そこで聞く話では、今の時代、慰安旅行も無く、同僚と仕事帰りに飲みに行く機会もほとんど無くなってしまった、と言います。

仕事を終えた後に同僚と一緒に飲みに行くくらいなら1人で店や自宅で飲む、1人でカラオケに行く、1人で鍋料理をつついて食べる、という時代です。

それが良いのか悪いのかは別にして、私たちは現在、こういう時代を生きているということです。

私が前述の会社員時代には、1ヶ月の集合研修をトータルで6〜7回くらいは受けてきました。
その間はずっと4人部屋の寮に入って毎日寝泊まりを繰り返したのです。
食事もお風呂も酒を飲むのも毎日、毎回一緒です。
たまの週末の休みまで、一緒に行動して街に繰り出していました(笑)。
あまりの濃い付き合いで、研修が終わってそれぞれの全国の職場に戻る時が来ると、物寂しさを感じたものです。
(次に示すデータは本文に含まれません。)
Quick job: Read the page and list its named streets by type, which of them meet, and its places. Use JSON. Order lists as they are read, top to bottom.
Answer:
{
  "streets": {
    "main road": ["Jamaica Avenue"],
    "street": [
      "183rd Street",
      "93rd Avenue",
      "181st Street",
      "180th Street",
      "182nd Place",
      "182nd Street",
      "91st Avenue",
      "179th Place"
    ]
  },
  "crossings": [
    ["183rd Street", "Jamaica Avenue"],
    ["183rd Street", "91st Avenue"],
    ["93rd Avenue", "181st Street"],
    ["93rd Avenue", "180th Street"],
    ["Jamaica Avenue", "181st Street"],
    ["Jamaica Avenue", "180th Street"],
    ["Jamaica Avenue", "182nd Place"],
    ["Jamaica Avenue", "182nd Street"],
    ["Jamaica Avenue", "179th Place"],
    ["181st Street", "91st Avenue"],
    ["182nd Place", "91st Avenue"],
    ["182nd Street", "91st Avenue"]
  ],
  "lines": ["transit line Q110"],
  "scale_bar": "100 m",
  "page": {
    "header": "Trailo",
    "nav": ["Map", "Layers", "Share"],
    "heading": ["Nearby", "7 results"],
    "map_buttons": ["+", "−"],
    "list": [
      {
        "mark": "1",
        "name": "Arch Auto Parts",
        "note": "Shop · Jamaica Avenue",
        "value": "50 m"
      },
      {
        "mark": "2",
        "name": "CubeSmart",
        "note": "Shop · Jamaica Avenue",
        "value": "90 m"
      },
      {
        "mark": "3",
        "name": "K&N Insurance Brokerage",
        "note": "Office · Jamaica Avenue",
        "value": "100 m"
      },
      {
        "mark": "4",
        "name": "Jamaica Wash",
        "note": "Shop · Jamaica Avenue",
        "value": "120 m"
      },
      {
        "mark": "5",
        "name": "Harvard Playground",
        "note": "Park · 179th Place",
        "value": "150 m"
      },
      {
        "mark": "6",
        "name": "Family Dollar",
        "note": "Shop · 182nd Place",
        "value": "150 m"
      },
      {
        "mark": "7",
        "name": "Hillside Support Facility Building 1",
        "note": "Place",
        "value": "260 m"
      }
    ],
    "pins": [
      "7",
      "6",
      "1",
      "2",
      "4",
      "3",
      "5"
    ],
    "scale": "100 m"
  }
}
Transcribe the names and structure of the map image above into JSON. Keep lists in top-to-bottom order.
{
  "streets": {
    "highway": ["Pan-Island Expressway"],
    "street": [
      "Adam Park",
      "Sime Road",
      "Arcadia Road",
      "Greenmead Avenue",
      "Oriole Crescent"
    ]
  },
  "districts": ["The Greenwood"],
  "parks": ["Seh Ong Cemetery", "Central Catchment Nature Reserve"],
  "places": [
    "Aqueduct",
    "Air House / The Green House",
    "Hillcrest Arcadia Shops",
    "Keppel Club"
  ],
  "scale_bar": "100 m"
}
兄弟、家族のような関係が築かれるからです。
また次の研修がやってくると、前回とは違う全国の初対面の社員と4人一緒の部屋に集められ、同じような生活が始まるのでした。

当時はそういう時代だったのです。

ところが現代の職場での人間関係は緩くなるばかりで、仕事は仕事、プライベートはプライベート、といった具合にしっかり区切られているという訳です。

おまけに異性に職場で掛ける言葉にさえ、非常に気を遣う時代となっていることは承知のとおりです。
一方で職場への出入りやコンピュータの操作など、セキュリティだけはどんどん厳しくも濃く管理をされるようになってしまい、上段に述べた緩さと窮屈さが同居したような何やら不思議な空間になっているかのようです。

何も慰安旅行や社内運動会などの行事を復活すべき、とまでは言いませんが、これだけは言えると思いますので、聞いていただきたいと思います。

それは、メールだけでは伝わらない人間と人間の意思疎通だけは、どれだけ便利で合理的な時代になっても欠かせない、ということです。

会って話さないと通じ合えないことがどうしても人にはあるということです。
伝えたつもり、言ったつもり、言った、聞いてない、といった些細なすれ違いはつきものです。
別に有ってもいいのです。

必要であれば、実際に会うなりしてリアルに話し合えば良いだけのことです。